= Records excerpted from a collection =
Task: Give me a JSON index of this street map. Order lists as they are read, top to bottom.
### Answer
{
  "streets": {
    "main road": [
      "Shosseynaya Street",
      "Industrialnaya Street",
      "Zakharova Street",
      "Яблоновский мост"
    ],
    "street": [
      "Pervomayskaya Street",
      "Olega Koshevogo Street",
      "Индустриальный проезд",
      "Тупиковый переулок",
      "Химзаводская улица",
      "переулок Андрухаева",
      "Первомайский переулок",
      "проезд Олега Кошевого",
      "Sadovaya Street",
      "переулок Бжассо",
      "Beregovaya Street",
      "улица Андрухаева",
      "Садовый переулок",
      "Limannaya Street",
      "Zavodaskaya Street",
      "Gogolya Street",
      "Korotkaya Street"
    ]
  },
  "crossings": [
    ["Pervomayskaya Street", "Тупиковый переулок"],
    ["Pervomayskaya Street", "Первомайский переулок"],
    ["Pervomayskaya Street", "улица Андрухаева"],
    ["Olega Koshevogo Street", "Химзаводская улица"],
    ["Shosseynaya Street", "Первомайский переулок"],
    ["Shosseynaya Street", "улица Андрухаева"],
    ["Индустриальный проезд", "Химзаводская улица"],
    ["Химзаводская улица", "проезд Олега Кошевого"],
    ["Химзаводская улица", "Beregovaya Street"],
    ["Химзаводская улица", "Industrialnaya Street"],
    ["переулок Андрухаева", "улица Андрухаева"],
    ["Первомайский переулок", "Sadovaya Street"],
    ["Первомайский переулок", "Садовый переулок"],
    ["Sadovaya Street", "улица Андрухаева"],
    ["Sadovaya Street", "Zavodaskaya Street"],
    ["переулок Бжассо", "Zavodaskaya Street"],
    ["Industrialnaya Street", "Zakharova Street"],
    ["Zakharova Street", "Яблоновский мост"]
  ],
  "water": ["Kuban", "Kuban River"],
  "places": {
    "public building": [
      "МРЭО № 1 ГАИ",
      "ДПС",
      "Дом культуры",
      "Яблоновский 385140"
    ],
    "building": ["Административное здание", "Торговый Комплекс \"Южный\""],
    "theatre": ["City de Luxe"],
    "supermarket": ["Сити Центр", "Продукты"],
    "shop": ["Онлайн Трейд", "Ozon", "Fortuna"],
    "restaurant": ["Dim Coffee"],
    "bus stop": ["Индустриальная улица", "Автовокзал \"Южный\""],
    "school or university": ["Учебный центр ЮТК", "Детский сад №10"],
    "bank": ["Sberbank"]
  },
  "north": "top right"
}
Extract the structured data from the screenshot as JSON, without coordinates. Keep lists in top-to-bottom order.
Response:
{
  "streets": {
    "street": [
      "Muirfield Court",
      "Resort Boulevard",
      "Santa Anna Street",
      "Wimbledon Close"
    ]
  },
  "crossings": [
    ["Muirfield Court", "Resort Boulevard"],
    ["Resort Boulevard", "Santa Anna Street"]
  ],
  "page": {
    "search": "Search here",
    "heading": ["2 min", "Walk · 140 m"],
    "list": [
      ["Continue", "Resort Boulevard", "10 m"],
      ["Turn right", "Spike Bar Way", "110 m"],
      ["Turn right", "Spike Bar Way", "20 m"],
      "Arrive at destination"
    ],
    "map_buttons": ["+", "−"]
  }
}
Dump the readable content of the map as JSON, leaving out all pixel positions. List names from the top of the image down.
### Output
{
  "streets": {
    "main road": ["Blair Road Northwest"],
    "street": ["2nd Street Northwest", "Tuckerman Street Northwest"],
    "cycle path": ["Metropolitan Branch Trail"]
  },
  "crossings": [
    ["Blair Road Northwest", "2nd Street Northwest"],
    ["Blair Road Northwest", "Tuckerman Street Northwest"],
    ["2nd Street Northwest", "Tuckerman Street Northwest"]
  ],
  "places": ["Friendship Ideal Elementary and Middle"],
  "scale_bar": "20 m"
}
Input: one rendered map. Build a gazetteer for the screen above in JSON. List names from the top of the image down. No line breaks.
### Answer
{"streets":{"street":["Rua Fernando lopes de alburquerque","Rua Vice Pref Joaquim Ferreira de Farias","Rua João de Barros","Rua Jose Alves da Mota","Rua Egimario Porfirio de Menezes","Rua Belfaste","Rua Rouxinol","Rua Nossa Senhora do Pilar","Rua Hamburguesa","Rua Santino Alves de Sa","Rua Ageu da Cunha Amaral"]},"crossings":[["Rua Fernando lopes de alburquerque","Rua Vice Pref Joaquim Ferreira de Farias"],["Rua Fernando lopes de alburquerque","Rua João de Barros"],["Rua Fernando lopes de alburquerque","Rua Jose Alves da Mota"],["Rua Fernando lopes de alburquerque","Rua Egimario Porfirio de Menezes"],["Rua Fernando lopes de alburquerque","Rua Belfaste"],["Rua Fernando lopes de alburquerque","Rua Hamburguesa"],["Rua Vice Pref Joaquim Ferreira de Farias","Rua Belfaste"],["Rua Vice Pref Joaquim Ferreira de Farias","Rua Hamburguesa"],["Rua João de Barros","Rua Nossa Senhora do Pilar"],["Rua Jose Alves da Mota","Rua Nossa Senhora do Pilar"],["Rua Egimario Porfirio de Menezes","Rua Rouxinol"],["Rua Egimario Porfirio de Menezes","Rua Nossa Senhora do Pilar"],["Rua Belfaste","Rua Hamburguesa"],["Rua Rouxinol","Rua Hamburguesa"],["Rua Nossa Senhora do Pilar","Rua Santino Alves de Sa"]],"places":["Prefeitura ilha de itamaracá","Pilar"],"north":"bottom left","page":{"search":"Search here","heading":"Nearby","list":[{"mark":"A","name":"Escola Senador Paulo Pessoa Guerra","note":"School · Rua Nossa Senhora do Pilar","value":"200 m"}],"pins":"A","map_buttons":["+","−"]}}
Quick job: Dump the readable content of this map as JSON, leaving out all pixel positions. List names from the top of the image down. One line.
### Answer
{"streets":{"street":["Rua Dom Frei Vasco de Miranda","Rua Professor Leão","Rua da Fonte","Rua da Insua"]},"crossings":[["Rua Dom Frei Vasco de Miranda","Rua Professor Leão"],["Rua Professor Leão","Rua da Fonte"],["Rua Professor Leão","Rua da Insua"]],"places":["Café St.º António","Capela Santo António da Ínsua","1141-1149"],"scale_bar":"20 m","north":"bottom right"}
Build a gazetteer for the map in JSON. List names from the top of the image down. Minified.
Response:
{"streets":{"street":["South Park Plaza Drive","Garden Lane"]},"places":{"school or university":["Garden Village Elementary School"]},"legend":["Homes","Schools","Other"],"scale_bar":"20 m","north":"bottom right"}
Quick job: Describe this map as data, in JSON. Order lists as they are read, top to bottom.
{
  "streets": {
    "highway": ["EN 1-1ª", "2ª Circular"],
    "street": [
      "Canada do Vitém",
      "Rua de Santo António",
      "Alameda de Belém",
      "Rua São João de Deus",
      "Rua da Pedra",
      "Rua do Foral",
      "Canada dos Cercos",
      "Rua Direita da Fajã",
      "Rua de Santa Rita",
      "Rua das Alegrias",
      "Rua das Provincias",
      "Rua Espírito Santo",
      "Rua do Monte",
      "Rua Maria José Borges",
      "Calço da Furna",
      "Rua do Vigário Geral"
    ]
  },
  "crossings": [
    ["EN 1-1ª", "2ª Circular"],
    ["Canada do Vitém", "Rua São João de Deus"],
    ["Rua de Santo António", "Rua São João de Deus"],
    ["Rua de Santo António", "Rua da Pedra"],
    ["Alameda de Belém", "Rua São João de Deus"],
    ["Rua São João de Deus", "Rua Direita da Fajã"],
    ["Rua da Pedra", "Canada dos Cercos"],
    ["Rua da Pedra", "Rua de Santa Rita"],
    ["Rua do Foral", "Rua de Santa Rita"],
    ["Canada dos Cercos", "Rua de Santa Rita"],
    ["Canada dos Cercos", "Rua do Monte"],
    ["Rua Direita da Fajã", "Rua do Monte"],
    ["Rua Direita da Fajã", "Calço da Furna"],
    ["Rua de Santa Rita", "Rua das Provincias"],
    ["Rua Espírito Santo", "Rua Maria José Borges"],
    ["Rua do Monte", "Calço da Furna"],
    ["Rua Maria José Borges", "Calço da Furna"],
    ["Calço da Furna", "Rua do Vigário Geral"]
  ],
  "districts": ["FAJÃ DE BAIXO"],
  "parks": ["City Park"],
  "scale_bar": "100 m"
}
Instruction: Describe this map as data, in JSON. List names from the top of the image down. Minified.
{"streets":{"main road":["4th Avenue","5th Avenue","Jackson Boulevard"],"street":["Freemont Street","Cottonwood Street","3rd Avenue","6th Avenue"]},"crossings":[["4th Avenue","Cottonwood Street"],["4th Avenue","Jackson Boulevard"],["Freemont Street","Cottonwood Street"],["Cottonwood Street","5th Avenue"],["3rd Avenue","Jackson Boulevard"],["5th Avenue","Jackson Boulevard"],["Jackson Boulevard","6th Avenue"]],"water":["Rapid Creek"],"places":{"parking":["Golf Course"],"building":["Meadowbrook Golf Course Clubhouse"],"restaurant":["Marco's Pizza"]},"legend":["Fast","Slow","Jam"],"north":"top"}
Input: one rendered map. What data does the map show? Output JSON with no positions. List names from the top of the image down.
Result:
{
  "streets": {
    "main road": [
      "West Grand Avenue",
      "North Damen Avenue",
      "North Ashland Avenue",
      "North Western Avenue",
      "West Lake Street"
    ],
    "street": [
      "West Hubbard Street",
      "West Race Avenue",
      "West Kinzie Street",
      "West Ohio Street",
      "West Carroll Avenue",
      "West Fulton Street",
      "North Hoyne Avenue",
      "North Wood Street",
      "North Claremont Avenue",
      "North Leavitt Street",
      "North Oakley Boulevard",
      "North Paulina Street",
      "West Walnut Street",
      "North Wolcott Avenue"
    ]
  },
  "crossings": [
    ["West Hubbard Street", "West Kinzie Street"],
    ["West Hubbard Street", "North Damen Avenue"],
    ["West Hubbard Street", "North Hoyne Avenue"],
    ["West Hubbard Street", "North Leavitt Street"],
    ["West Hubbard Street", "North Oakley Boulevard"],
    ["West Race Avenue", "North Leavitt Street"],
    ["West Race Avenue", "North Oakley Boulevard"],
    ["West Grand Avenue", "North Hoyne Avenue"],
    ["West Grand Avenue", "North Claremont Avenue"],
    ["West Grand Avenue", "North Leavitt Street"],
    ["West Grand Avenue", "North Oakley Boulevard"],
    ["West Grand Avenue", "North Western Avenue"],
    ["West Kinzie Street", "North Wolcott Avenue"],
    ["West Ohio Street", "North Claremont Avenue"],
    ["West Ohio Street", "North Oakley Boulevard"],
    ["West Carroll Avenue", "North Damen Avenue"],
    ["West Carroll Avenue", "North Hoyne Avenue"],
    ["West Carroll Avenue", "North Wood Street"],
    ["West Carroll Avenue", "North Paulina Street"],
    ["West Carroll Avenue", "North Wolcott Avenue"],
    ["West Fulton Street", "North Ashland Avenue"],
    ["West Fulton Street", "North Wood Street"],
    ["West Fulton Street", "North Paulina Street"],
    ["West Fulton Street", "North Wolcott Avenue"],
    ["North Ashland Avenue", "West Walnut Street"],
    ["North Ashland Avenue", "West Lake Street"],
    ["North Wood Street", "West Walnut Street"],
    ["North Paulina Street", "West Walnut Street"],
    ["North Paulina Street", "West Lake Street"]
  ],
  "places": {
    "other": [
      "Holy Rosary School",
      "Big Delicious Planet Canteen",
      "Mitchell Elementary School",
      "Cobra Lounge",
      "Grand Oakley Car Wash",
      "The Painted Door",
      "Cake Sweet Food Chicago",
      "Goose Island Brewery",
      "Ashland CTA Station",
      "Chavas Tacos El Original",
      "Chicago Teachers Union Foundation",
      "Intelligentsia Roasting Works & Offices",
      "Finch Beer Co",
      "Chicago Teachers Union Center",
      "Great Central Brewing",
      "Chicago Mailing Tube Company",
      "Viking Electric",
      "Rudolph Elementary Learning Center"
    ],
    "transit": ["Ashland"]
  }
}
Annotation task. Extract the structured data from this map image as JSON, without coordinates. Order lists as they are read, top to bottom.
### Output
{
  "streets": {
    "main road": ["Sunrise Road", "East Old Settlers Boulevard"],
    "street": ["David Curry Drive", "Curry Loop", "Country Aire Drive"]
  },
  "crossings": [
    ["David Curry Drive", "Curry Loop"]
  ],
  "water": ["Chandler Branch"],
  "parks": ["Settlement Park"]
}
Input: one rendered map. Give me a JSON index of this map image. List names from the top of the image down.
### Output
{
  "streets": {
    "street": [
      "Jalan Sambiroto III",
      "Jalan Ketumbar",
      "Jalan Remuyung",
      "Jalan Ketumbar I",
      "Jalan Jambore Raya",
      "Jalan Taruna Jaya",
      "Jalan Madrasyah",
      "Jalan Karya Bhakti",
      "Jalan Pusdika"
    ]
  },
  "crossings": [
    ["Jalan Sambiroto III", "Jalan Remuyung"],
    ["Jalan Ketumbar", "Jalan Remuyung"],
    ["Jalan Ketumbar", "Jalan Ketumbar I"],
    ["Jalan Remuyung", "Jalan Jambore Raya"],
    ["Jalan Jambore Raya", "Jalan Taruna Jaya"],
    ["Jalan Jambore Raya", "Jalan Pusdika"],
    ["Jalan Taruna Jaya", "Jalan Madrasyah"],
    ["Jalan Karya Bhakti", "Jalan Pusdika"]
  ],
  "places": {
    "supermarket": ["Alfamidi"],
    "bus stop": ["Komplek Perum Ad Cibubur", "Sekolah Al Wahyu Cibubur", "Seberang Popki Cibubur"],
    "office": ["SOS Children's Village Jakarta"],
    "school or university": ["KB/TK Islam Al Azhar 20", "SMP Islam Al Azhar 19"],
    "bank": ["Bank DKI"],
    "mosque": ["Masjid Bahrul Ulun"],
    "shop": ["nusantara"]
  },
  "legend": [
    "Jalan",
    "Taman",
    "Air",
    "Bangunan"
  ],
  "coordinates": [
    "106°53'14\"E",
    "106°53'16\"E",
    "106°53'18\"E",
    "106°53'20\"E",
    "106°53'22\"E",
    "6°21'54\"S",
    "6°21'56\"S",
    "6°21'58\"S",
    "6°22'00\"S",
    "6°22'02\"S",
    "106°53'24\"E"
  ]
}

= The task =
Give only the number of lines in the data that hold the word "Damen".

= Result of the task =
3